На примере работы одного промышленного предприятия автор исследует такие негативные явления, как рвачество, приписки, стяжательство. В романе выставляются напоказ, высмеиваются и развенчиваются жизненные принципы и циничная философия разного рода деляг, должностных лиц, которые возвели злоупотребления в отлаженную систему личного обогащения за счет государства. В подходе к некоторым из вопросов, затронутых в романе, позиция автора представляется редакции спорной.


У красных ворот

Сюжет книги составляет история любви двух молодых людей, но при этом ставятся серьезные нравственные проблемы. В частности, автор показывает, как в нашей жизни духовное начало в человеке главенствует над его эгоистическими, узко материальными интересами.


Две матери

Его арестовали, судили и за участие в военной организации большевиков приговорили к восьми годам каторжных работ в Сибири.
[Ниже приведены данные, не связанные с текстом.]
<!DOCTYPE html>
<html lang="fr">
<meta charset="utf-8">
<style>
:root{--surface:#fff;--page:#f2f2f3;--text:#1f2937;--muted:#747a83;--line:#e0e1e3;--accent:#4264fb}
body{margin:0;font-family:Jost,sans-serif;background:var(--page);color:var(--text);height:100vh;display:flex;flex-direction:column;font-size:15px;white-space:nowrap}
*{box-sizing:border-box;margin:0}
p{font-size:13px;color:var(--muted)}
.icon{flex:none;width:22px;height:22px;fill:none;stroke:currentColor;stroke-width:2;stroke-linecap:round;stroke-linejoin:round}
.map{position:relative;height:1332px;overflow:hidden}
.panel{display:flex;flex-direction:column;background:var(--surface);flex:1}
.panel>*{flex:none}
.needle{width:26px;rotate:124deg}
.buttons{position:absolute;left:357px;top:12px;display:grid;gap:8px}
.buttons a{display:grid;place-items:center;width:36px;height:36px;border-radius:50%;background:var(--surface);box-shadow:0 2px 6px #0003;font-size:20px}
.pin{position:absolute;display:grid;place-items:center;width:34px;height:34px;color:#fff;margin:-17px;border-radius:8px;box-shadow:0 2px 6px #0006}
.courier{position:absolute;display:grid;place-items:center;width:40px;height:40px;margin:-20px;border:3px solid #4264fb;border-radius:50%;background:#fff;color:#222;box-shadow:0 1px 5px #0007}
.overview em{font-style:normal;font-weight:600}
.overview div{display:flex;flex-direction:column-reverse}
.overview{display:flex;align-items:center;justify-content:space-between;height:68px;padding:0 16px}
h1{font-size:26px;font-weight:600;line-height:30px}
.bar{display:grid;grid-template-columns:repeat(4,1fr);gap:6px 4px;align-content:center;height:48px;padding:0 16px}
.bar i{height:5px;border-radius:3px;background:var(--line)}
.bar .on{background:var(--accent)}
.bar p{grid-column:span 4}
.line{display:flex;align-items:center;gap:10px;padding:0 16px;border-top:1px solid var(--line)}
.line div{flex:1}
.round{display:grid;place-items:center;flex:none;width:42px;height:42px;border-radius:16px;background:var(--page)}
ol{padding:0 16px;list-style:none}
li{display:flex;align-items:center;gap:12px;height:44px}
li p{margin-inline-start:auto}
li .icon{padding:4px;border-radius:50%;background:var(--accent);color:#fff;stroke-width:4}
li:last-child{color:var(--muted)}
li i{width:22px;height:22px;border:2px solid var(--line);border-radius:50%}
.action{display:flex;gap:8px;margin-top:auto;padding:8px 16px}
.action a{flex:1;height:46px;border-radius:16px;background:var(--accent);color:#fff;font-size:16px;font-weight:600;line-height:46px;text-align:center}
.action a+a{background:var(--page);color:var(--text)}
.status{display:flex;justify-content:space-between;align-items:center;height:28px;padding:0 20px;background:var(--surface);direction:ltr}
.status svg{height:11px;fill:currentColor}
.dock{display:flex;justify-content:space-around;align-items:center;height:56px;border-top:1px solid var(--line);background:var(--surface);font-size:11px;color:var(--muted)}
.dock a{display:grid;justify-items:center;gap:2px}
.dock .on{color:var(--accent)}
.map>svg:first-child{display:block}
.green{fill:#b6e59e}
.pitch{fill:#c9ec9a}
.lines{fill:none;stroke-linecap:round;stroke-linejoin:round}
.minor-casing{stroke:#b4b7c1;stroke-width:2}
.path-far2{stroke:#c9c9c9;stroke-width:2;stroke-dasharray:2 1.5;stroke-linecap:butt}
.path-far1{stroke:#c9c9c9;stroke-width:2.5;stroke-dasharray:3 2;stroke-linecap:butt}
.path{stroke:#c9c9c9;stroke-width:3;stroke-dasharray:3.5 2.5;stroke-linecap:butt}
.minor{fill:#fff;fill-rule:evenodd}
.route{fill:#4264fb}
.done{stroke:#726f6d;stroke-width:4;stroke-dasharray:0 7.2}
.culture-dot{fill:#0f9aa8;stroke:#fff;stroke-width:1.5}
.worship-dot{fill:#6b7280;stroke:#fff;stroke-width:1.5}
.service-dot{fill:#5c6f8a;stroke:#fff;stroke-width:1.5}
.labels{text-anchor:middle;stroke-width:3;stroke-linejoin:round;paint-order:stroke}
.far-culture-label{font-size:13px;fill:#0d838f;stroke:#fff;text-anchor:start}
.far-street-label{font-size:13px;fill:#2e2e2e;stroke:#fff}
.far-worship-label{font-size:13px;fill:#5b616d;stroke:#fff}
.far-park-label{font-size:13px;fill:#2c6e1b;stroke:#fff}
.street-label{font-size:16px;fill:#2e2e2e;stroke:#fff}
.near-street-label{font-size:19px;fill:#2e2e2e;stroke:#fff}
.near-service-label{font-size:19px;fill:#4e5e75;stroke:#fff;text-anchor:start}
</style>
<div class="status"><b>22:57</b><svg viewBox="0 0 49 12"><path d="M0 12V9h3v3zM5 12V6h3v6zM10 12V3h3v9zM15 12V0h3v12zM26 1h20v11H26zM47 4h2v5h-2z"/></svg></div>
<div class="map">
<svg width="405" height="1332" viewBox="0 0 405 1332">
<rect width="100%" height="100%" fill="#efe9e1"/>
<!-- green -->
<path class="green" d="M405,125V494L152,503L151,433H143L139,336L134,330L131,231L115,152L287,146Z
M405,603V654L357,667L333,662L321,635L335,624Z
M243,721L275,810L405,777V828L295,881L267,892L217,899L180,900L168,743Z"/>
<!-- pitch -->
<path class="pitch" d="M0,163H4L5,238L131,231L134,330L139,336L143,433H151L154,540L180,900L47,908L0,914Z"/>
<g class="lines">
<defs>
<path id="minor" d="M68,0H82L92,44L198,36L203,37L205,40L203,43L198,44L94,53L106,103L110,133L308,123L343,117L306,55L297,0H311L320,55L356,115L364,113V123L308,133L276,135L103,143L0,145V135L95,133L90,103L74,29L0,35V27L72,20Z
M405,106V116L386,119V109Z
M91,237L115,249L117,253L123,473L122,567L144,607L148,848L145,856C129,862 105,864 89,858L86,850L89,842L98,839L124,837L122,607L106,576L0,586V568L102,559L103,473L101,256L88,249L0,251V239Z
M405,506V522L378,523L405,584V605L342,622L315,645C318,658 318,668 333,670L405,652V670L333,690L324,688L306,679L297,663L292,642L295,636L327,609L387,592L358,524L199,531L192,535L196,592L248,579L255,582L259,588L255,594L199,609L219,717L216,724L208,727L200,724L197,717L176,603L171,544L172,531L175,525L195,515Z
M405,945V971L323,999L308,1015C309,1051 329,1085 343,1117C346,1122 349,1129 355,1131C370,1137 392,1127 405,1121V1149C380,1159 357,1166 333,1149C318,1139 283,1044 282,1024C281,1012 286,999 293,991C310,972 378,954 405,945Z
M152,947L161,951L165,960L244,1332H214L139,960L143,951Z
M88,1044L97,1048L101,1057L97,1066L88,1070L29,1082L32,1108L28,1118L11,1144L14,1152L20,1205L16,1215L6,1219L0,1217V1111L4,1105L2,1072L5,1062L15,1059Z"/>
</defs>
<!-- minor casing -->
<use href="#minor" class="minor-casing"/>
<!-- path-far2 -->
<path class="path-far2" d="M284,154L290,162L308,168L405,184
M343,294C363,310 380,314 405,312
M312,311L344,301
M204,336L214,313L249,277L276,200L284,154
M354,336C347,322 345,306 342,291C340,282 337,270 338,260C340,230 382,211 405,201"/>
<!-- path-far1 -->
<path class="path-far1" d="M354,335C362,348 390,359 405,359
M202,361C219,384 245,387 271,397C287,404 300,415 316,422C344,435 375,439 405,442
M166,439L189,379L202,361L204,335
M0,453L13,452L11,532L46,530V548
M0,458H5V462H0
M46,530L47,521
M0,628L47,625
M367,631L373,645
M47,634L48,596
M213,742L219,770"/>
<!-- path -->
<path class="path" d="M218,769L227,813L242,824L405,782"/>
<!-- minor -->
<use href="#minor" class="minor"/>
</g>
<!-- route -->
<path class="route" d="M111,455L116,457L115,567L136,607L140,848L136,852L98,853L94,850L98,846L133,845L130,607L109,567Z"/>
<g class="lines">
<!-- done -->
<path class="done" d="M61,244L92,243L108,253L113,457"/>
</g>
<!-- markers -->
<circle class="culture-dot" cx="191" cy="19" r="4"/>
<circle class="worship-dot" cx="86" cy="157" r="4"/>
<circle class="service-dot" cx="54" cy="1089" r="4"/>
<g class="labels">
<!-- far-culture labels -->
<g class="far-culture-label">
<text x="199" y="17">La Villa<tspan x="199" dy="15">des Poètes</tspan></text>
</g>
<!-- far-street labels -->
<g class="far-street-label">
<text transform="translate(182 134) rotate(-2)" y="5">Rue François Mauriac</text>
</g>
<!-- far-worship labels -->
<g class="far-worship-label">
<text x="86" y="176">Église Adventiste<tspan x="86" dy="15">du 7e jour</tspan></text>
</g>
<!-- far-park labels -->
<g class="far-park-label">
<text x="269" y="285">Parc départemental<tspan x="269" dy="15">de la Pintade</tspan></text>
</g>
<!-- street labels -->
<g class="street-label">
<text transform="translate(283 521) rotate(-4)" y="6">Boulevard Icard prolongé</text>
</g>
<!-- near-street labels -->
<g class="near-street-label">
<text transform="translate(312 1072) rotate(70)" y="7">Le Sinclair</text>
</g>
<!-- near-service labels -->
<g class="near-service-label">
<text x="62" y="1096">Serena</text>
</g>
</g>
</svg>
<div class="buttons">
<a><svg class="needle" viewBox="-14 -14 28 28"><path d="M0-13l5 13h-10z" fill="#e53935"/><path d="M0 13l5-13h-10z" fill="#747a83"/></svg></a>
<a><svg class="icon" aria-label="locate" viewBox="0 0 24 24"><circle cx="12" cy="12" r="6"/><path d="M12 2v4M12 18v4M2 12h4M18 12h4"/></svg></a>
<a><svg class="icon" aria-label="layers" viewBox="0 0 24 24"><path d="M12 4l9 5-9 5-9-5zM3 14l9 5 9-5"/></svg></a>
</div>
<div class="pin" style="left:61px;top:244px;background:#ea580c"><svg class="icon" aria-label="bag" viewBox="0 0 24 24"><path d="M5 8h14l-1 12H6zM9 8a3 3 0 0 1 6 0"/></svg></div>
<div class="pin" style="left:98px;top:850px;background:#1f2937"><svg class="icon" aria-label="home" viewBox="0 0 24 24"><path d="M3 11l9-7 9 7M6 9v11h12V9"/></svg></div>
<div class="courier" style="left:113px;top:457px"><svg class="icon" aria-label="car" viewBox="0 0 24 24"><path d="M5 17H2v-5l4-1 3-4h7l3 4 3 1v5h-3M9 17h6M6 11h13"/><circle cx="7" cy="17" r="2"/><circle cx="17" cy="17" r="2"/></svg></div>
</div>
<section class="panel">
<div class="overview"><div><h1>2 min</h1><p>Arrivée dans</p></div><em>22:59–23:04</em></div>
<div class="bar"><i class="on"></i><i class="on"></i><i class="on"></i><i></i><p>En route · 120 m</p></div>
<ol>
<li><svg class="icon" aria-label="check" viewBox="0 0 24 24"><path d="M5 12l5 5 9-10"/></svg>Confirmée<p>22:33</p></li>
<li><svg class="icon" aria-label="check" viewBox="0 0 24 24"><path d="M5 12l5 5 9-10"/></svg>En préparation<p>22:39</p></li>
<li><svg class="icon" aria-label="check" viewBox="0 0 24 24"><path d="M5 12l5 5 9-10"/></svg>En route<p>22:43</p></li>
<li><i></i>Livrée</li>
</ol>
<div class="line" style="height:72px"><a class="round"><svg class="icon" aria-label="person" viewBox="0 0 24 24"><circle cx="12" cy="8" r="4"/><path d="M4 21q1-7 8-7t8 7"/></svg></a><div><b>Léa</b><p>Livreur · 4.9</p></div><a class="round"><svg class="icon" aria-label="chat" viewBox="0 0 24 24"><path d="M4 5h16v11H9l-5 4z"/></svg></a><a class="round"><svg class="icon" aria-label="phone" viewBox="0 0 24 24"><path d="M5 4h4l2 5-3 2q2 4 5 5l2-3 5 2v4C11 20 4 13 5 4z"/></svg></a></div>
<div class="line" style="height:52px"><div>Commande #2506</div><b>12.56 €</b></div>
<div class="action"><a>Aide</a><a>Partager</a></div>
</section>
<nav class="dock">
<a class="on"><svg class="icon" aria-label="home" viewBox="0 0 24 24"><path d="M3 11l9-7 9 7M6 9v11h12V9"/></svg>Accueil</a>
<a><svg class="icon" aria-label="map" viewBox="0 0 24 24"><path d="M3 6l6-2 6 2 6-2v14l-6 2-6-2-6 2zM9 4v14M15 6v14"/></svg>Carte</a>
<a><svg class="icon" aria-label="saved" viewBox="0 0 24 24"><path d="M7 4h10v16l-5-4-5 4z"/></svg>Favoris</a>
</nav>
На юге России у него осталась любимая и любящая жена. В Нерчинске другая женщина заняла ее место… Рассказ впервые был опубликован в № 3 журнала «Сибирские огни» за 1922 г.


Горе

Маленький человечек Абрам Дроль продает мышеловки, яды для крыс и насекомых. И в жару и в холод он стоит возле перил каменной лестницы, по которой люди спешат по своим делам, и выкрикивает скрипучим, простуженным голосом одну и ту же фразу… Один из ранних рассказов Владимира Владко. Напечатан в газете "Харьковский пролетарий" в 1926 году.


Королевский краб

Прозаика Вадима Чернова хорошо знают на Ставрополье, где вышло уже несколько его книг. В новый его сборник включены две повести, в которых автор правдиво рассказал о моряках-краболовах.